# ACTIVITY
Where the word "strong" occurs in a line of the listing, please copy the line.
RECORDS TO USE Block Start
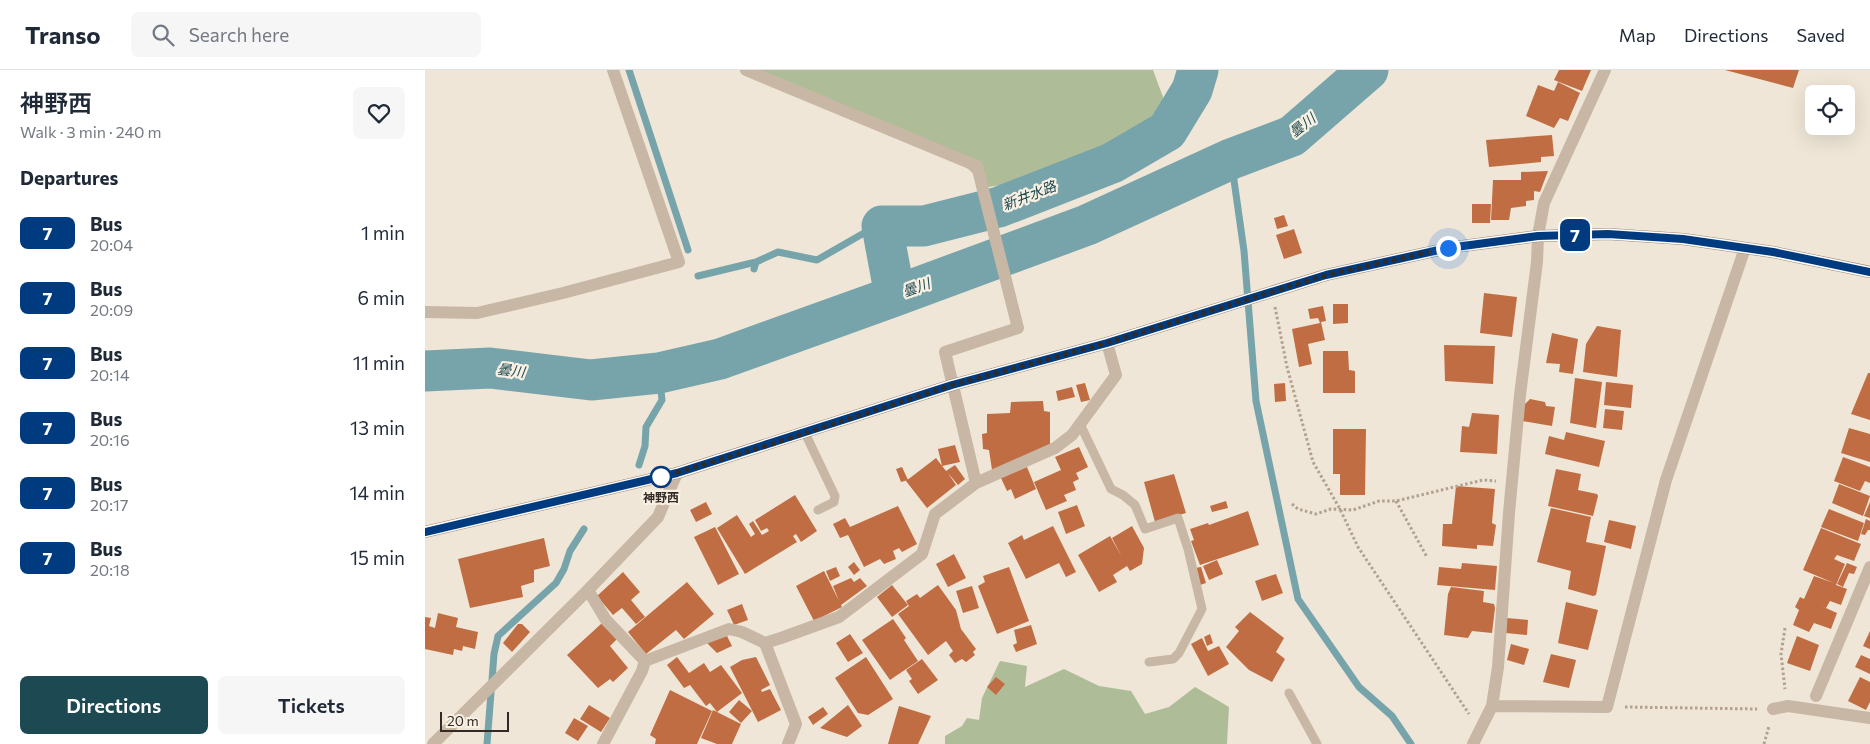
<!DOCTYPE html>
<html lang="en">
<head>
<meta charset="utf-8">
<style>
	body { margin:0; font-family:Commissioner,"Noto Sans JP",sans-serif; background:#f6f6f7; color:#1f2937; height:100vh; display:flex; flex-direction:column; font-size:19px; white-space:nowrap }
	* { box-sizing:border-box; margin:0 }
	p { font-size:16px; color:#747a83 }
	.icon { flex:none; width:28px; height:28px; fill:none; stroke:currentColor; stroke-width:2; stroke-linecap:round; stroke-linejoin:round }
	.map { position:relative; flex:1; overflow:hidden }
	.sheet { display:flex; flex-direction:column; background:#fff; width:425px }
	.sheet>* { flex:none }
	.badge { padding:0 10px; border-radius:8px; font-size:18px; line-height:32px }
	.controls { position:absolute; left:1380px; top:15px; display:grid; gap:10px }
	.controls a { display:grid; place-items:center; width:50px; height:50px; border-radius:8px; background:#fff; box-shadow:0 5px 20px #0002; font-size:25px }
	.scale { position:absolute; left:15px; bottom:12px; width:69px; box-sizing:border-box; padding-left:5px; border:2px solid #322a25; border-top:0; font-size:14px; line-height:18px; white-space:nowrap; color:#322a25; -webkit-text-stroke:4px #f8f0e3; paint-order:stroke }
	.you { position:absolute; width:25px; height:25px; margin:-12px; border:4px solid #fff; border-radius:50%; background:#1a73e8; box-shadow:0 0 0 8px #1a73e833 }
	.map>.badge { position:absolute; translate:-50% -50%; box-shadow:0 0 0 2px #fff }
	h2 { padding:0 20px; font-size:19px; line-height:45px }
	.round { display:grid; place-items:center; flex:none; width:52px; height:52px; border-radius:8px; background:#f6f6f7 }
	.overview { display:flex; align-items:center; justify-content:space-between; height:85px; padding:0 20px }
	h1 { font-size:24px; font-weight:600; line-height:38px }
	.button { display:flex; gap:10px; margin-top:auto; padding:10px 20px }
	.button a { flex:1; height:58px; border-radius:8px; background:#1d4952; color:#fff; font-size:20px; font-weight:600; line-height:58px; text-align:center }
	.button a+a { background:#f6f6f7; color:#1f2937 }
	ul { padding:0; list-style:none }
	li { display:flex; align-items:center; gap:15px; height:65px; padding:0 20px }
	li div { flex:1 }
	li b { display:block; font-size:19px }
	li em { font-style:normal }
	li .badge { min-width:55px; font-weight:700; text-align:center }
	header { display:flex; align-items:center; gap:30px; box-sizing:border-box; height:70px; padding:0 25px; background:#fff; border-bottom:1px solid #e0e1e3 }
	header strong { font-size:24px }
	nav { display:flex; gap:28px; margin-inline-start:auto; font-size:18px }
	.search { width:350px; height:45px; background:#f6f6f7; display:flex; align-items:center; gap:12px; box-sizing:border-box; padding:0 18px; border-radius:8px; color:#747a83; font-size:19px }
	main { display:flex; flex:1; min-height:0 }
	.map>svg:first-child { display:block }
	.green { fill:#aebd98 }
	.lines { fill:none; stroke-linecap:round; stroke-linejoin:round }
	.stream { stroke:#77a4ab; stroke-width:7 }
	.river { stroke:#77a4ab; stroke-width:41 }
	.building { fill:#c16d43 }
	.path { stroke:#b2a18e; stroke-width:3; stroke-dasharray:2.5 2.5; stroke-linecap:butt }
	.service { stroke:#c7b7a4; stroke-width:9 }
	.minor { stroke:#c7b7a4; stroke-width:12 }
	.secondary { stroke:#9a8676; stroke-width:12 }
	.line-casing { stroke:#fff; stroke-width:11 }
	.line { stroke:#003b80; stroke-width:8 }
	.walk { stroke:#322a25; stroke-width:5; stroke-dasharray:0 9 }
	.stop-dot { fill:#fff; stroke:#003b80; stroke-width:2.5 }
	.labels { text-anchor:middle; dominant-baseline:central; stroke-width:4.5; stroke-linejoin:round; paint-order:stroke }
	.stop-label { font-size:12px; font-weight:bold; fill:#322a25; stroke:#f8f0e3 }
	.water-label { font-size:14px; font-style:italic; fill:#1d4952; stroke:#f8f0e3 }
</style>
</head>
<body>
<header>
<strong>Transo</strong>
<div class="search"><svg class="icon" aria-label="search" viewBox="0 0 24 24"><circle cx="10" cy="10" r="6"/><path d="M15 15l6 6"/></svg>Search here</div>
<nav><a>Map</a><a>Directions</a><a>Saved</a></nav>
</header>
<main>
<section class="sheet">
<div class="overview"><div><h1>神野西</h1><p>Walk · 3 min · 240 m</p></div><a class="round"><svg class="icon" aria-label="heart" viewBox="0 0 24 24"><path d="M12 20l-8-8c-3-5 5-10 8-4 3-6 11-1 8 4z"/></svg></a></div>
<h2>Departures</h2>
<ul>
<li><span class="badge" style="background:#003b80;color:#fff">7</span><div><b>Bus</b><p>20:04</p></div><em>1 min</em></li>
<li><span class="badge" style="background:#003b80;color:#fff">7</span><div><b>Bus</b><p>20:09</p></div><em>6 min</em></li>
<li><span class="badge" style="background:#003b80;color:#fff">7</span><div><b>Bus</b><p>20:14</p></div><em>11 min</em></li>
<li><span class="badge" style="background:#003b80;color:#fff">7</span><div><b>Bus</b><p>20:16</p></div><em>13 min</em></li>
<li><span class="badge" style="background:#003b80;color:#fff">7</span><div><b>Bus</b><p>20:17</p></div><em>14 min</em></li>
<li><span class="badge" style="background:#003b80;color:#fff">7</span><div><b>Bus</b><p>20:18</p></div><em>15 min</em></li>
</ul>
<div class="button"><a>Directions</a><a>Tickets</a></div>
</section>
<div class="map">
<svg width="1445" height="674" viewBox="0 0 1445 674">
	<rect width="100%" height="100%" fill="#efe6d7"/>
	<path class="green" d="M335,0H728L738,27L736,50L694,81L652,95L615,113H589L563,117L541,97Z
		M575,591L602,596L600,617L639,599L674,616L706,621L720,644L744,637L770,617L804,637L802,674H520V666L537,656L542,648L554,650L557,628Z"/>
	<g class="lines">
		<path class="stream" d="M204,0L263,180
			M806,89L819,181L831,331L873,529L934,617L967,646L986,674
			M329,199L331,192L353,182L392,190L439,163L457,156
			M273,206L331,192
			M214,395L220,376L221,357L237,330L234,303
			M62,674L69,584L73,566L131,513L139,499L145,481L159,459"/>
		<path class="river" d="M470,226L457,156H499L574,137L687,93L742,61L767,20L773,0
			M0,301L65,298L166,310L234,303L295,289L470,226L662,155L806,89L867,66L943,0"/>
	</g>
	<path class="building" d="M1134,0H1166L1157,21L1129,10Z
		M1300,0H1374L1368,18Z
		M1133,12L1155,23L1143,51L1135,48L1129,58L1101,46L1113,15L1129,21Z
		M1127,65L1129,86L1116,87V92L1064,97L1061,70Z
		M1123,101L1115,122L1109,121V130L1101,131V136L1086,138L1084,150H1066L1068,110H1096V102Z
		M1047,134H1066L1065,153H1047Z
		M859,145L863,156L852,159L849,148Z
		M869,159L877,183L859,189L851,165Z
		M1059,223L1092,227L1087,267L1055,263Z
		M908,234H923V253L908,254Z
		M898,236L901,251L896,252L900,270L883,274L887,294L874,297L867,259L895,253L893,248L885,249L883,239Z
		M1172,256L1196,260L1192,307L1158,302L1161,274Z
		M1127,263L1153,269L1148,304L1134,302L1135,294L1121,293Z
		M1019,275L1070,276L1068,314L1020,311Z
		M898,281H923L924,300L930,301V323H898Z
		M1443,303H1445V350L1426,344Z
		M1150,308L1177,312L1171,358L1145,353Z
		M1181,312L1208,315L1206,338L1179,335Z
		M660,313L665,330L656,332L651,315Z
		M860,313L861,331L850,332L849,314Z
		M647,317L650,327L633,331L631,321Z
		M1105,329L1120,332L1121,336L1130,337L1127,356L1097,351L1099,335Z
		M618,331L619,341L625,342V375L567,400L564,380L558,379L557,364L562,363V344L585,343L586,332Z
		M1180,339L1199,341L1197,360L1178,358Z
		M1047,343L1074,345L1072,384L1035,382L1037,356L1044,357Z
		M1424,358L1445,364V392L1416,383Z
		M908,359H941L940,425H915V404H908Z
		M1141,362L1180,371L1174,397L1120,384L1124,366L1139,370Z
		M530,375L535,392L517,396L513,379Z
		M654,377L663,397L651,403L654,409L648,412L651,420L639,425L642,431L621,440L609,412L636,400L630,387Z
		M1418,387L1445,397V413L1440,411L1435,421L1409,411Z
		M511,388L521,401L530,395L540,409L533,415L523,403L531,415L502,438L481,411Z
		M477,397L483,410L476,412L471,399Z
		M602,397L611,419L590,429L586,419L582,421L576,408Z
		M1131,399L1156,404L1153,420L1172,424L1173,426L1168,446L1123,436Z
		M749,404L761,443L730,452L719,412Z
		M1414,414L1445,426L1438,446L1407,433Z
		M1031,416L1070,419L1067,453L1071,455L1068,476L1052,475V479L1017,476L1018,454H1027Z
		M370,425L392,461L376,472L371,464L368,466L372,472L320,504L292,458L312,445L326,467L330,464L324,454L328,451L337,465L344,461L342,458L336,461L330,450Z
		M801,431L803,438L787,442L785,436Z
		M281,432L287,444L271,452L265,440Z
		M1445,432V448L1439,446Z
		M652,435L660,456L641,464L633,442Z
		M473,436L492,474L477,482L474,478L468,481L471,489L459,494L455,489L439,497L423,465L415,468L408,454L420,448L425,457Z
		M1126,438L1166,447L1161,472L1181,476L1171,525L1168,526L1143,519L1146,501L1112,492Z
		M1404,439L1439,453L1433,471L1396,457Z
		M823,441L834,475L775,495L766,471L769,470L765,459L783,453L784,455Z
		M1441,449L1445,451V460H1443L1440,465L1436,464Z
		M1184,450L1211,456L1206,479L1179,472Z
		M628,456L651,502L641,507L634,493L601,509L583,473L597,465L599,470Z
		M707,456L719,478L717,494L705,501L702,496L688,505L692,512L674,522L653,485L685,466L697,487L687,468Z
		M290,457L314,504L293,515L269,467Z
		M1396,458L1436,474L1429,491L1412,485L1409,489L1420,494L1411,515L1422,519L1416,535L1405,531L1401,538L1394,535L1412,543L1406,559L1389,553L1384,562L1368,555L1374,540L1370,537L1375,527L1379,529L1389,506L1409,513L1378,500Z
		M119,468L125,496L109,500V512L96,516L98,527L45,538L33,489Z
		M529,484L541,508L523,517L511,494Z
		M792,490L798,504L784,510L778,496Z
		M429,492L435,500L429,505L423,497Z
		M1037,493L1072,496L1070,520L1012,515L1014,497L1036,499Z
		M1422,493L1432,497L1429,504L1424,503L1418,517L1412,514Z
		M411,497L415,506L405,511L401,501Z
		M584,497L604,551L572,564L553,516L560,512L558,506Z
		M776,497L781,513L775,515L770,498Z
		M399,501L414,531L408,516L426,508L429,512L435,508L442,516L416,535L417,537L389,551L371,516Z
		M198,502L215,522L206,530L220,547L211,554L197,538L188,545L172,526Z
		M851,504L858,523L837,531L830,511Z
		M262,512L289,544L259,569L251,560L221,584L203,562Z
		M467,515L483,535L467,547L452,527Z
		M513,515L531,540L536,559L551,579L548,582L550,585L541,592L537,589L530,593L524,585L528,581L521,571L503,585L473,544L484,536L485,538L481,531L492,524L495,528Z
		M547,516L554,538L538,543L531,521Z
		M1026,517L1059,521L1058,532L1069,534L1070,538L1067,563L1047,561L1043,568L1019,565L1023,524Z
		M1141,532L1173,540L1163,580L1133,573Z
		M317,534L323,550L309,555L302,540Z
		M825,542L859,568L851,582L860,589L847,612L824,600L801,577L814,561L810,557Z
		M13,543L33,548L31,557L53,562L50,579L38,576L37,581L29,579L28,585L0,579V547L6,548L4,556L10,558Z
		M1082,548L1103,550L1102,565L1081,563Z
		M468,549L481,568L479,570L493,591L465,610L437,570Z
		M93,554H97L105,562L87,582L78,573Z
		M176,554H179L192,569L185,576L203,598L188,612L185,609L173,618L142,585Z
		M606,555L612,574L591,582L588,575L592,573L589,560Z
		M1445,561V579L1438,576Z
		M425,564L438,583L423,592L411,573Z
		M785,564L788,573L782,576L779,567Z
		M302,566L307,576L292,583L282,573Z
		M1372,566L1394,575L1385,601L1362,593Z
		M777,568L783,581L794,576L804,594L783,606L766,574Z
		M1086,574L1104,579L1099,595L1082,590Z
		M1126,584L1151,590L1144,618L1118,612Z
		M1436,585L1445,589V604L1430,597Z
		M252,587L264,603L279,593L285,602L296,595L317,623L292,642L285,633L281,636L265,615L259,618L242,595Z
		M331,587L345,615L336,620L337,622L345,619L356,640L333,652L305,597L317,590Z
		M441,587L468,629L443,645L433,643L410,608Z
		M497,589L513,610L493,624L484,611L487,609L481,600Z
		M571,607L580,614L571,625L562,617Z
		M1435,607L1445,612V632L1441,640L1423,631Z
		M245,620L287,641L272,674H230L231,669L225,665Z
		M314,630L327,641L316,653L304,642Z
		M164,635L185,648L176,662L155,649Z
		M423,635L437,656L422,667L395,658Z
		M474,636L506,646L493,674H463Z
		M398,637L403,644L388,655L383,647Z
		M288,640L316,654L307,674H292L276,668Z
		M149,648L163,656L153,671L140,663Z"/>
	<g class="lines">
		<path class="path" d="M850,237L862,297L888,392L915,439L933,477L1044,644
			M971,431L1002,487
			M867,434L873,439L891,444L906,439L928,440L954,431H971L1058,410L1071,411
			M1360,558L1356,584L1360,619
			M1200,637L1332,639
			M1339,674L1344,656"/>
		<path class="service" d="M655,354L686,419L698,425L710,435L720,459L753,448L763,479L777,539L754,583L748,589L724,592
			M380,363L410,426L409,432L393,440
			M864,623L892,674"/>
		<path class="minor" d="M321,0L552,96L593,258L520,282L551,413
			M0,242L52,243L138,223L254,192L188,0
			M163,520L181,550L220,591
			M1391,626L1445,497
			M1067,636L1182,637L1241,410L1320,178
			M1348,639L1363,636L1445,648
			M8,674L163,520L233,447L252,403
			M178,674L217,601L220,591L304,559L317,562L340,573
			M363,674L371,654L340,573L356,568L414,547L497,484L510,444L551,413L630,378L647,365L691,305L682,273
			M1048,674L1067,636L1073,597L1084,443L1095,325L1112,192L1113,166L1119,133L1180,0"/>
		<path class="secondary" d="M0,462L252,403L527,315L682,273L901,205L1023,178L1113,166L1183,164L1258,169L1348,182L1445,202"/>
	</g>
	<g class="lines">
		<defs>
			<path id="line" d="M0,462L252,403L527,315L682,273L901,205L1023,178L1113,166L1183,164L1258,169L1348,182L1445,202"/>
		</defs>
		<use href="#line" class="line-casing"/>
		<use href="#line" class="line"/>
		<path class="walk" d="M236,407L344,375L527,315L682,273L901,205L1023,178"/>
	</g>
	<circle class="stop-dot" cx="236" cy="407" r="10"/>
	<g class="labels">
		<g class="stop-label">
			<text x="236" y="427">神野西</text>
		</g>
		<g class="water-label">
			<text transform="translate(877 55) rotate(-38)">曇川</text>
			<text transform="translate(604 125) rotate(-21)">新井水路</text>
			<text transform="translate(491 217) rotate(-20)">曇川</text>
			<text transform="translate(86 300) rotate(7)">曇川</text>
		</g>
	</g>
</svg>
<div class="controls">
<a><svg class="icon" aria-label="locate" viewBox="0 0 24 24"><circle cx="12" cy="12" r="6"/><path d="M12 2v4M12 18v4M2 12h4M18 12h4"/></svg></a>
</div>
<div class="scale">20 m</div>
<div class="you" style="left:1023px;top:178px"></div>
<b class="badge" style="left:1150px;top:165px;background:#003b80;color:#fff">7</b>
</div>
</main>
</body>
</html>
RECORDS TO USE Block End
# FINISHED EXERCISE
	header strong { font-size:24px }
<strong>Transo</strong>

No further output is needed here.